Cientos de Caballeros y Magos rodeaban la mansión para asegurarse de que todo procediera según las instrucciones de su líder.

Los Magos se aseguraban de que la Barrera permaneciera intacta y que las llamas consumieran todo, mientras que los Caballeros garantizaban que ninguno de los sobrevivientes escapara de este lugar con vida.

Si por casualidad alguien lograba escapar de la barrera, los Caballeros los empalarían vivos y arrojarían sus cadáveres a un lado.

El intenso olor a sangre impregnaba el aire mientras las llamas seguían ardiendo junto con la masacre que derribó toda la Mansión Nube de Viento.

A través de esas llamas salió tambaleándose una mujer de mediana edad.

Sus ropas estaban chamuscadas, su cuerpo marcado con heridas y cortes que pintaban su piel de carmesí.

Sin embargo, a pesar de su estado ruinoso, sus ojos ardían más intensamente que el fuego mismo…

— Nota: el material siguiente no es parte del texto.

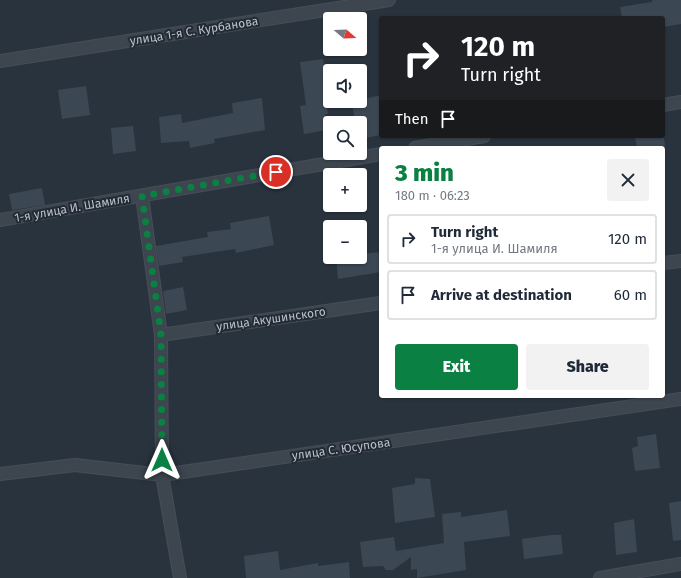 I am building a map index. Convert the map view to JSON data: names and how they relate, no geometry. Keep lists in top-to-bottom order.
{
  "streets": {
    "street": [
      "улица 1-я С. Курбанова",
      "1-я улица И. Шамиля",
      "улица Акушинского",
      "улица С. Юсупова"
    ]
  },
  "north": "right",
  "page": {
    "map_buttons": ["+", "−"],
    "turn": ["120 m", "Turn right"],
    "then": "Then",
    "heading": ["3 min", "180 m · 06:23"],
    "list": [
      {
        "name": "Turn right",
        "note": "1-я улица И. Шамиля",
        "value": "120 m"
      },
      {
        "name": "Arrive at destination",
        "value": "60 m"
      }
    ],
    "buttons": ["Exit", "Share"]
  }
} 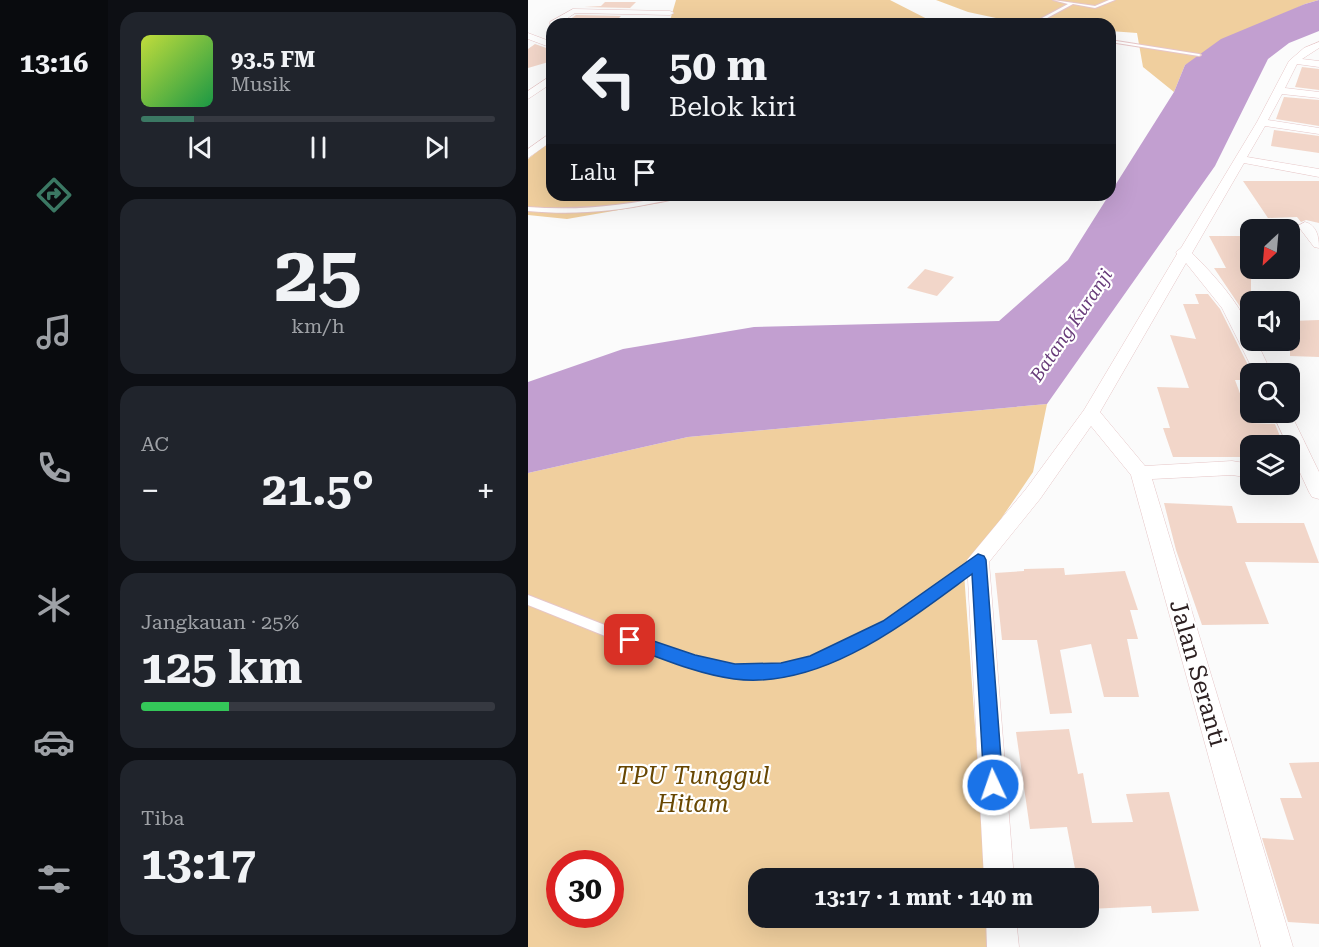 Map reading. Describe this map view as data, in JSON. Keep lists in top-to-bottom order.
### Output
{
  "streets": {
    "street": ["Jalan Seranti"]
  },
  "water": ["Batang Kuranji"],
  "parks": ["TPU Tunggul Hitam"],
  "north": "bottom left",
  "page": {
    "tabs": "13:16",
    "turn": ["50 m", "Belok kiri"],
    "song": ["93.5 FM", "Musik"],
    "then": "Lalu",
    "tile": [
      ["25", "km/h"],
      "AC",
      ["Jangkauan · 25%", "125 km"],
      ["Tiba", "13:17"]
    ],
    "heat": ["−", "21.5°", "+"],
    "limit": "30",
    "trip": "13:17 · 1 mnt · 140 m"
  }
} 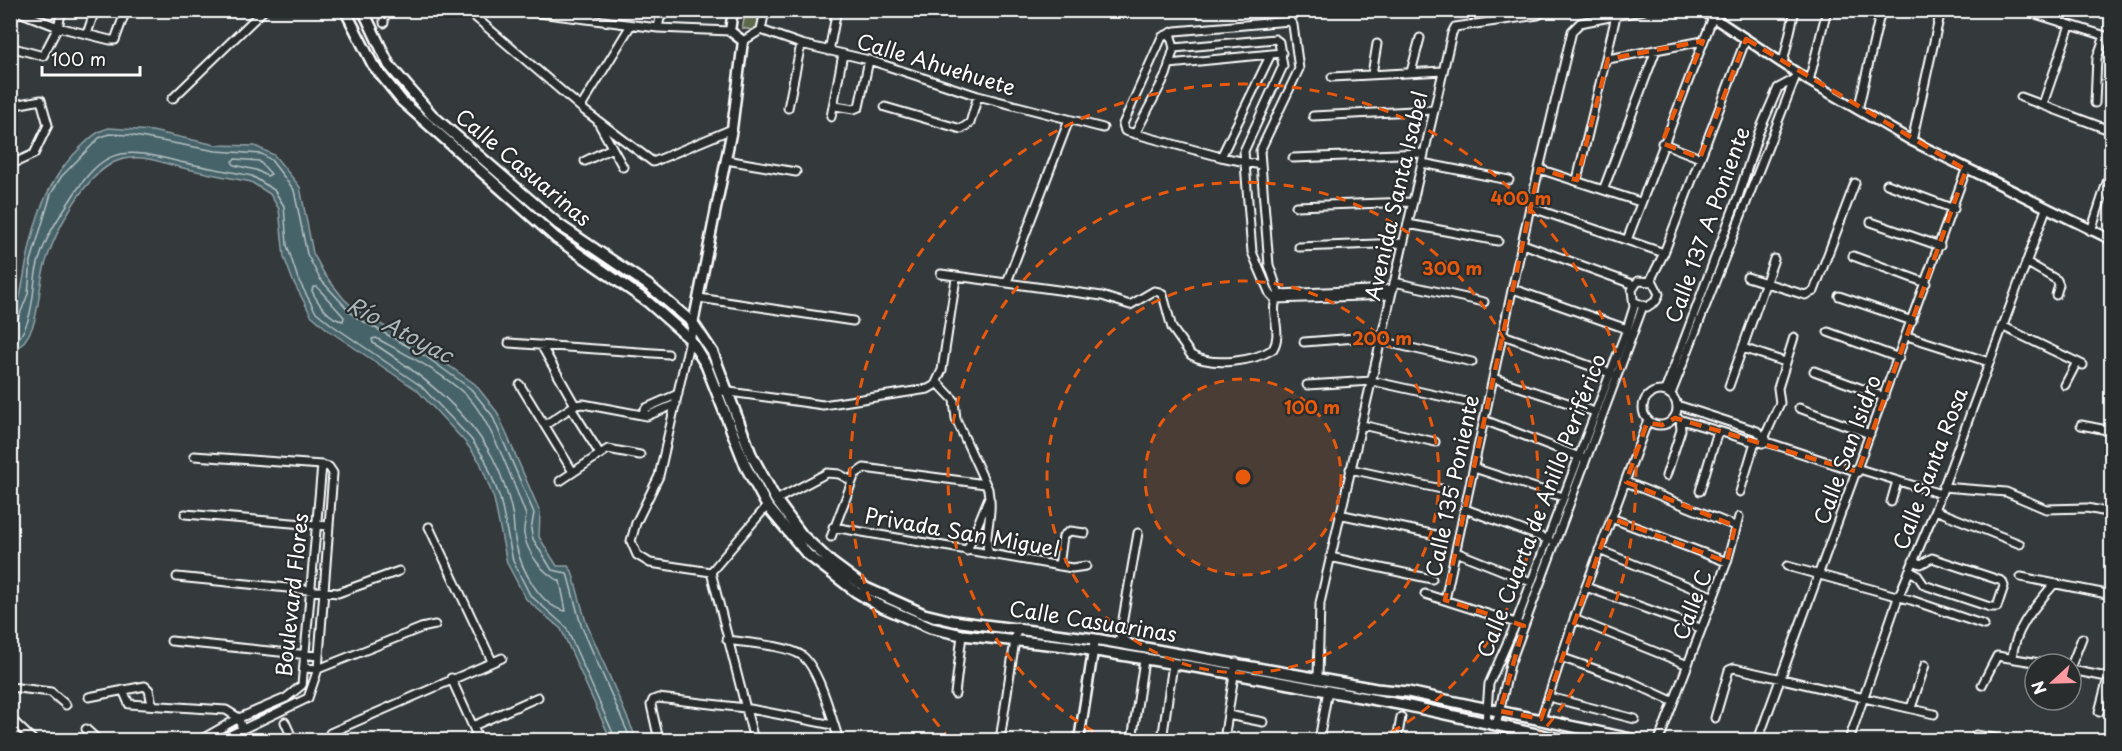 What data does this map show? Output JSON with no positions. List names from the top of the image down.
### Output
{
  "streets": {
    "main road": ["Calle Casuarinas"],
    "street": [
      "Calle Ahuehuete",
      "Avenida Santa Isabel",
      "Calle 137 A Poniente",
      "Calle San Isidro",
      "Calle Santa Rosa",
      "Calle 135 Poniente",
      "Calle Cuarta de Anillo Periférico",
      "Privada San Miguel",
      "Boulevard Flores",
      "Calle C"
    ]
  },
  "crossings": [
    ["Calle Casuarinas", "Avenida Santa Isabel"],
    ["Calle Casuarinas", "Calle Cuarta de Anillo Periférico"]
  ],
  "water": ["Río Atoyac"],
  "scale_bar": "100 m",
  "north": "left",
  "rings": [
    "400 m",
    "300 m",
    "200 m",
    "100 m"
  ]
}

inquebrantables y feroces.

En sus brazos temblorosos, envuelto en un bulto de tela, aferraba la única cosa que se negaba a dejar que las llamas se llevaran.

En el momento en que emergió de las ruinas, varias figuras se apresuraron hacia ella, con miedo y desesperación grabados en sus rostros.

A la cabeza había tres personas, cada una cargando su propia tormenta de emociones.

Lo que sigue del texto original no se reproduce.